#3372 - Maximize the Number of Target Nodes After Connecting Trees I

Problem Description

There exist two undirected trees with n and m nodes, with distinct labels in ranges [0, n - 1] and [0, m - 1], respectively.

You are given two 2D integer arrays edges1 and edges2 of lengths n - 1 and m - 1, respectively, where edges1[i] = [ai, bi] indicates that there is an edge between nodes ai and bi in the first tree and edges2[i] = [ui, vi] indicates that there is an edge between nodes ui and vi in the second tree. You are also given an integer k.

Node u is target to node v if the number of edges on the path from u to v is less than or equal to k. Note that a node is always target to itself.

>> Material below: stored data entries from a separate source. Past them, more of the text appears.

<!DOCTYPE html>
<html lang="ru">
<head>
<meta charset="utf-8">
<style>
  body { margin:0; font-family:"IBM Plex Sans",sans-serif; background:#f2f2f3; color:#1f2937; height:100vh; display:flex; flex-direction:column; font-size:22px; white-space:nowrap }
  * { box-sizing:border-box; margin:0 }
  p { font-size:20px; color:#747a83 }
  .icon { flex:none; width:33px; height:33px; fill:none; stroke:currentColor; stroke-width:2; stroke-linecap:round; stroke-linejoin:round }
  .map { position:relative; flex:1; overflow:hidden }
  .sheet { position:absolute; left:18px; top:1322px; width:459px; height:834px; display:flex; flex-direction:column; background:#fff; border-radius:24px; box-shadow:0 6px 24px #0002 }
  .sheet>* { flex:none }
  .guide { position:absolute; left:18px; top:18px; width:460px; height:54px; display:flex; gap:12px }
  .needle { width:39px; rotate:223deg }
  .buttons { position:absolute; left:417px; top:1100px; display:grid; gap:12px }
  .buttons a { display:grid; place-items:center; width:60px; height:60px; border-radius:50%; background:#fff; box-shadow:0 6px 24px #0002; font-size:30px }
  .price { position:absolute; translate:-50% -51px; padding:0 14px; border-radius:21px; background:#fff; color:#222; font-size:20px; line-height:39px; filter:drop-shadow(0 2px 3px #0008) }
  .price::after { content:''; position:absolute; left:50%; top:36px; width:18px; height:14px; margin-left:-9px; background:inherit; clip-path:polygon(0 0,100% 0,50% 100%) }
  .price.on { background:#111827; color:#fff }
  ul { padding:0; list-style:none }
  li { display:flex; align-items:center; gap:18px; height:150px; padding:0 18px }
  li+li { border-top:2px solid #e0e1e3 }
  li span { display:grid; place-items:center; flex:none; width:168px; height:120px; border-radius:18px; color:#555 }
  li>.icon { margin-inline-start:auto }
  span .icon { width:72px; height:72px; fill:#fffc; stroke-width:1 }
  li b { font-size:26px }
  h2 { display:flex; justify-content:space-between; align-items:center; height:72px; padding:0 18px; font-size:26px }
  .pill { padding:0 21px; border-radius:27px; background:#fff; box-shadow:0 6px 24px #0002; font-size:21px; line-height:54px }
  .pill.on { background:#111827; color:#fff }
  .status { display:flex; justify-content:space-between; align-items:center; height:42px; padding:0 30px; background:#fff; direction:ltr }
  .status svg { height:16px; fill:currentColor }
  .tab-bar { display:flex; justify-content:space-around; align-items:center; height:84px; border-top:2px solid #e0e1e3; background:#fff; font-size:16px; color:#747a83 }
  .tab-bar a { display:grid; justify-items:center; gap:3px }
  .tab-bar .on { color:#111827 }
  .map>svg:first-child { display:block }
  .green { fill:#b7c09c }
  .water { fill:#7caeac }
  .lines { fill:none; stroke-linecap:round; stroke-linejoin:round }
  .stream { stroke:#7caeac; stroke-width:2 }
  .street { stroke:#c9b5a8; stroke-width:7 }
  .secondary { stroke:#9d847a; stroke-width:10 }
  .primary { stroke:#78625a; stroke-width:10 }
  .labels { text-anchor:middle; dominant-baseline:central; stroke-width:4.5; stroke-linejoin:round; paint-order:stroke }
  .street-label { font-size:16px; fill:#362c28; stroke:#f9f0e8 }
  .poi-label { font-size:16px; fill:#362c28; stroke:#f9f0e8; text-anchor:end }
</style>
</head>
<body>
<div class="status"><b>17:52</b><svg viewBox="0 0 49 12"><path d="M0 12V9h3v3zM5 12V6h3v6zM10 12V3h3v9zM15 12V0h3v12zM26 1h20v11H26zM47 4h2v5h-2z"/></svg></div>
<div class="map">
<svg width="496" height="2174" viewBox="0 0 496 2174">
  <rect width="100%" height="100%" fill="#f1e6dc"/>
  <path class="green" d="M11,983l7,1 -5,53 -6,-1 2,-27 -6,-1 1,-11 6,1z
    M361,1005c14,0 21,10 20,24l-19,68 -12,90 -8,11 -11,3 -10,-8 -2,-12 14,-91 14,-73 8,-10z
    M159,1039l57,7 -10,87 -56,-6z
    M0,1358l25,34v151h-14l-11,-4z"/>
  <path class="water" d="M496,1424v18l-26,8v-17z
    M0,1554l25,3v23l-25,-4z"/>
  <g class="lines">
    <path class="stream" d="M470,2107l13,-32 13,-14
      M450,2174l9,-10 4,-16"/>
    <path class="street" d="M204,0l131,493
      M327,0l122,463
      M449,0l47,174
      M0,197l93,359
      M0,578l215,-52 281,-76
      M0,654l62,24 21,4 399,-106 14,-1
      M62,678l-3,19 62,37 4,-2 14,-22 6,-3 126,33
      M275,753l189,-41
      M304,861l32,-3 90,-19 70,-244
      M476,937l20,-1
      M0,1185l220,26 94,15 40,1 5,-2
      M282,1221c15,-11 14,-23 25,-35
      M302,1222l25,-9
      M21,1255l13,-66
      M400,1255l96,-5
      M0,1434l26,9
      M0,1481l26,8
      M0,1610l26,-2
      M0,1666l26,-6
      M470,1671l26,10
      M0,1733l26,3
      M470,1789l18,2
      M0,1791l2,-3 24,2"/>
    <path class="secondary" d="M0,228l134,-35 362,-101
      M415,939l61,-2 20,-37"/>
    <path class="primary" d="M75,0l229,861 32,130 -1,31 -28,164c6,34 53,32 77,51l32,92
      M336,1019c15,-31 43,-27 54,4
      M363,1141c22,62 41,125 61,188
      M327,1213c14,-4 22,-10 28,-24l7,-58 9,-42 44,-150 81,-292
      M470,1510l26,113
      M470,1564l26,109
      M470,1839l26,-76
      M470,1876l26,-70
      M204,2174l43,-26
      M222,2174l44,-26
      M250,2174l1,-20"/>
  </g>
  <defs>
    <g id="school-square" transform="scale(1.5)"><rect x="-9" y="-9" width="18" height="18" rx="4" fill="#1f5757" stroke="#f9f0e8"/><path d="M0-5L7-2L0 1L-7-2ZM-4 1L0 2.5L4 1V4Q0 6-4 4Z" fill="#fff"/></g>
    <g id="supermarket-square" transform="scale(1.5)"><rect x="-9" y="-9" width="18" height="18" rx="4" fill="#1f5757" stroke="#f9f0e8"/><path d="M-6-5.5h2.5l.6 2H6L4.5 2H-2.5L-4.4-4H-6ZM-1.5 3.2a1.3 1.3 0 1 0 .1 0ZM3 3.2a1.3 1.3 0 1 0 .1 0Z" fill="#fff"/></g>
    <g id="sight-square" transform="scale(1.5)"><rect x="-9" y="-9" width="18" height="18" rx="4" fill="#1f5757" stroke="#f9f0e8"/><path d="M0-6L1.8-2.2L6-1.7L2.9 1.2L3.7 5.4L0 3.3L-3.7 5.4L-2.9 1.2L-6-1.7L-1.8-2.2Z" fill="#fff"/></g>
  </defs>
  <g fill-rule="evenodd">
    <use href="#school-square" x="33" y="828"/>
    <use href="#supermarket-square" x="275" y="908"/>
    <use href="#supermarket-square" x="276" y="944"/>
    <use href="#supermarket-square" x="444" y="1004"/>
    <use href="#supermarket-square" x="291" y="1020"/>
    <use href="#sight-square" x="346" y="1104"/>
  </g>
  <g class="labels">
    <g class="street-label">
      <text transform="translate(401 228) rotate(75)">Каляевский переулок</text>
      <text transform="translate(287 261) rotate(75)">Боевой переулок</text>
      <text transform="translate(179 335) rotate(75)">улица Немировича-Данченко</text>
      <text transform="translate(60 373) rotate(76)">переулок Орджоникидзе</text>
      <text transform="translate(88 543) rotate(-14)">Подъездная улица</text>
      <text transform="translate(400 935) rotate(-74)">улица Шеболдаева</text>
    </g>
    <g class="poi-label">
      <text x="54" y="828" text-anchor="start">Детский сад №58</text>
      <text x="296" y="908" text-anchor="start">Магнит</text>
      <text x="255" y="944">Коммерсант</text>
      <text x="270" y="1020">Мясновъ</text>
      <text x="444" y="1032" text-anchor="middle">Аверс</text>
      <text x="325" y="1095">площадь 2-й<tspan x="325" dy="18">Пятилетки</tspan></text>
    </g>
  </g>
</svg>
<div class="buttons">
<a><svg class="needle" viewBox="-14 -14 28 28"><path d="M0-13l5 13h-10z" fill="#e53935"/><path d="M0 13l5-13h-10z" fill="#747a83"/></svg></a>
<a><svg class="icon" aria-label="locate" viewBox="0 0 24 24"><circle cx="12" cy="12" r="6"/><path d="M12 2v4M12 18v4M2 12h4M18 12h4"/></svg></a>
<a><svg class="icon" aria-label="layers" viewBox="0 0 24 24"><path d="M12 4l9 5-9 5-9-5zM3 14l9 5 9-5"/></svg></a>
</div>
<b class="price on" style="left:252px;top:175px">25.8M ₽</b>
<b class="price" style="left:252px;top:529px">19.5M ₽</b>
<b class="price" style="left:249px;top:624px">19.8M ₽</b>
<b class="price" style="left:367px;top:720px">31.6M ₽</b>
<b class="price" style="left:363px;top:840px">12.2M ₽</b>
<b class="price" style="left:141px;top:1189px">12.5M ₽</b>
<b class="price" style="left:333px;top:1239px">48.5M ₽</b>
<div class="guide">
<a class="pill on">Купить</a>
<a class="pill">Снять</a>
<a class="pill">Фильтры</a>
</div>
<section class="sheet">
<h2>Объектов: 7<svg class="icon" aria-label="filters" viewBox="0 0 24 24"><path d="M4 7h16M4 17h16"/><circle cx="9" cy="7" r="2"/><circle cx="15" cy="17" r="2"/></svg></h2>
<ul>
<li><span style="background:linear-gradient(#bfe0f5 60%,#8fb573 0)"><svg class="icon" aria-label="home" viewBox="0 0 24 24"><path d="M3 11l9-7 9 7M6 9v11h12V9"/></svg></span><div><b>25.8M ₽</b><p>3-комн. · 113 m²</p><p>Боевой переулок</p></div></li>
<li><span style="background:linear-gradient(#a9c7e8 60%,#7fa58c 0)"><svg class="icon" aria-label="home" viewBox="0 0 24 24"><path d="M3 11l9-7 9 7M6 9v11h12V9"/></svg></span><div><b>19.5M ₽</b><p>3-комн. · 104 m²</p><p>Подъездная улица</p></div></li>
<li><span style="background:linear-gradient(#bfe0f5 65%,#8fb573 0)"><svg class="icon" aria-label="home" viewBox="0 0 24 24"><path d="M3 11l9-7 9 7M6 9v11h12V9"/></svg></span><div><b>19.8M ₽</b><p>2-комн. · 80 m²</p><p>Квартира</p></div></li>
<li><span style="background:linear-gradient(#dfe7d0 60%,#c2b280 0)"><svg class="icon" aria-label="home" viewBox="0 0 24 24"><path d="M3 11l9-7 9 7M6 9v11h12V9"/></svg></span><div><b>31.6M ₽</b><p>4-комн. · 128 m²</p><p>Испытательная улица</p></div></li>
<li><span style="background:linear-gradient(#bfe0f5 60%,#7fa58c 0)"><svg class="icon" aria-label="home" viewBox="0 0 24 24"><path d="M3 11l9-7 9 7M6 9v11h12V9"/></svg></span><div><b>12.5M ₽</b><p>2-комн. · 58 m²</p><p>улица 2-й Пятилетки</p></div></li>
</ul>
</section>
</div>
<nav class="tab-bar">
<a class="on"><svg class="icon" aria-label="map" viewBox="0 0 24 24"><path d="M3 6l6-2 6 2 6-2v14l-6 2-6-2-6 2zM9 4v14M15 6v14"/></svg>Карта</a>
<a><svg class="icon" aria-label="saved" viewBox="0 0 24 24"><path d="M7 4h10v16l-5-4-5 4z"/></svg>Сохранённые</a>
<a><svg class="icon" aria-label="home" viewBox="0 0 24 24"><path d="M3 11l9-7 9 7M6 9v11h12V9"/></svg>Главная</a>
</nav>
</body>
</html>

Return an array of n integers answer, where answer[i] is the maximum possible number of nodes target to node i of the first tree if you have to connect one node from the first tree to another node in the second tree.

Note that queries are independent from each other. That is, for every query you will remove the added edge before proceeding to the next query.

Solution

/**
 * @param {number[][]} edges1
 * @param {number[][]} edges2
 * @param {number} k
 * @return {number[]}
 */
var maxTargetNodes = function(edges1, edges2, k) {
  const graph1 = buildGraph(edges1);
  const graph2 = buildGraph(edges2);
  const n = edges1.length + 1;
  const m = edges2.length + 1;

  let tree2Max = 0;
  if (k > 0) {
    tree2Max = Math.max(...Array.from({ length: m }, (_, i) =>
      countReachable(graph2, i, k - 1)
    ));
  }

  const result = [];
  for (let i = 0; i < n; i++) {
    const tree1Count = countReachable(graph1, i, k);
    result.push(tree1Count + tree2Max);
  }

  return result;

  function buildGraph(edges) {
    const graph = {};
    for (const [u, v] of edges) {
      if (!graph[u]) graph[u] = [];
      if (!graph[v]) graph[v] = [];
      graph[u].push(v);
      graph[v].push(u);
    }
    return graph;
  }

  function countReachable(graph, start, maxDist) {
    const queue = [start];
    const visited = new Set([start]);
    let count = 1;
    let dist = 0;

    while (queue.length > 0 && dist < maxDist) {
      const size = queue.length;
      dist++;
      for (let i = 0; i < size; i++) {
        const node = queue.shift();
        if (graph[node]) {
          for (const neighbor of graph[node]) {
            if (!visited.has(neighbor)) {
              visited.add(neighbor);
              queue.push(neighbor);
              count++;
            }
          }
        }
      }
    }
    return count;
  }
};